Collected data

☆ ☆ ☆ ☆ ☆ ☆ ☆

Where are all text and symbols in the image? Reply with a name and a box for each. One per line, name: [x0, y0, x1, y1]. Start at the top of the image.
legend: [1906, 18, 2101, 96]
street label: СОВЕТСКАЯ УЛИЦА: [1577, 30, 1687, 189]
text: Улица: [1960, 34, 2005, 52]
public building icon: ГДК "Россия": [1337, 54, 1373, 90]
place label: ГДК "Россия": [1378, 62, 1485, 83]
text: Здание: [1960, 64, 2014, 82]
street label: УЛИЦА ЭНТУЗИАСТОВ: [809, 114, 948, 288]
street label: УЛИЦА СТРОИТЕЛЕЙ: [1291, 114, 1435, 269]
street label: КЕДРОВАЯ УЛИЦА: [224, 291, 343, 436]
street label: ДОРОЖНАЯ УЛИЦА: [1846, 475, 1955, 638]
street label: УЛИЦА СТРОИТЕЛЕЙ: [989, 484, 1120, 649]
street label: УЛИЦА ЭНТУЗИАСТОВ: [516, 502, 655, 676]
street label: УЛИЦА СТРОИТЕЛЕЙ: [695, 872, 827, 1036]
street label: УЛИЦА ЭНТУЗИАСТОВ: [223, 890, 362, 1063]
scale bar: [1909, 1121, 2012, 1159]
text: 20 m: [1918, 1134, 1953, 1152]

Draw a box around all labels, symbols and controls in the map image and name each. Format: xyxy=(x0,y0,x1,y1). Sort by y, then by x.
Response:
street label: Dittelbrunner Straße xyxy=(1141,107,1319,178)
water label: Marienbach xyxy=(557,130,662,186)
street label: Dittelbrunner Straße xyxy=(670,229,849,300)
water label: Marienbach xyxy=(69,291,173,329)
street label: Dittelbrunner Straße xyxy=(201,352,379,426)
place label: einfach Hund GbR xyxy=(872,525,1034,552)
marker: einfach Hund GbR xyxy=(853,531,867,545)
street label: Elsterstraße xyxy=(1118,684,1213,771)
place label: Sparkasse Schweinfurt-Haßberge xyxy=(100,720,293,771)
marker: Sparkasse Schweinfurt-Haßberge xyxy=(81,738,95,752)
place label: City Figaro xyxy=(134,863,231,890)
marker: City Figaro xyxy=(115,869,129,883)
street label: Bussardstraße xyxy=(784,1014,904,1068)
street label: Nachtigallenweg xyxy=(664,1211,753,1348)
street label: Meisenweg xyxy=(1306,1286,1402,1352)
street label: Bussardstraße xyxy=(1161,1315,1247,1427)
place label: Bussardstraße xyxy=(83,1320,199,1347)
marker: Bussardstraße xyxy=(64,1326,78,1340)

☆ ☆ ☆ ☆ ☆ ☆ ☆

Write every line of the entries again, word for word.

* Exercise response:
Where are all text and symbols in the image? Reply with a name and a box for each. One per line, name: [x0, y0, x1, y1]. Start at the top of the image.
legend: [1906, 18, 2101, 96]
street label: СОВЕТСКАЯ УЛИЦА: [1577, 30, 1687, 189]
text: Улица: [1960, 34, 2005, 52]
public building icon: ГДК "Россия": [1337, 54, 1373, 90]
place label: ГДК "Россия": [1378, 62, 1485, 83]
text: Здание: [1960, 64, 2014, 82]
street label: УЛИЦА ЭНТУЗИАСТОВ: [809, 114, 948, 288]
street label: УЛИЦА СТРОИТЕЛЕЙ: [1291, 114, 1435, 269]
street label: КЕДРОВАЯ УЛИЦА: [224, 291, 343, 436]
street label: ДОРОЖНАЯ УЛИЦА: [1846, 475, 1955, 638]
street label: УЛИЦА СТРОИТЕЛЕЙ: [989, 484, 1120, 649]
street label: УЛИЦА ЭНТУЗИАСТОВ: [516, 502, 655, 676]
street label: УЛИЦА СТРОИТЕЛЕЙ: [695, 872, 827, 1036]
street label: УЛИЦА ЭНТУЗИАСТОВ: [223, 890, 362, 1063]
scale bar: [1909, 1121, 2012, 1159]
text: 20 m: [1918, 1134, 1953, 1152]

Draw a box around all labels, symbols and controls in the map image and name each. Format: xyxy=(x0,y0,x1,y1). Sort by y, then by x.
Response:
street label: Dittelbrunner Straße xyxy=(1141,107,1319,178)
water label: Marienbach xyxy=(557,130,662,186)
street label: Dittelbrunner Straße xyxy=(670,229,849,300)
water label: Marienbach xyxy=(69,291,173,329)
street label: Dittelbrunner Straße xyxy=(201,352,379,426)
place label: einfach Hund GbR xyxy=(872,525,1034,552)
marker: einfach Hund GbR xyxy=(853,531,867,545)
street label: Elsterstraße xyxy=(1118,684,1213,771)
place label: Sparkasse Schweinfurt-Haßberge xyxy=(100,720,293,771)
marker: Sparkasse Schweinfurt-Haßberge xyxy=(81,738,95,752)
place label: City Figaro xyxy=(134,863,231,890)
marker: City Figaro xyxy=(115,869,129,883)
street label: Bussardstraße xyxy=(784,1014,904,1068)
street label: Nachtigallenweg xyxy=(664,1211,753,1348)
street label: Meisenweg xyxy=(1306,1286,1402,1352)
street label: Bussardstraße xyxy=(1161,1315,1247,1427)
place label: Bussardstraße xyxy=(83,1320,199,1347)
marker: Bussardstraße xyxy=(64,1326,78,1340)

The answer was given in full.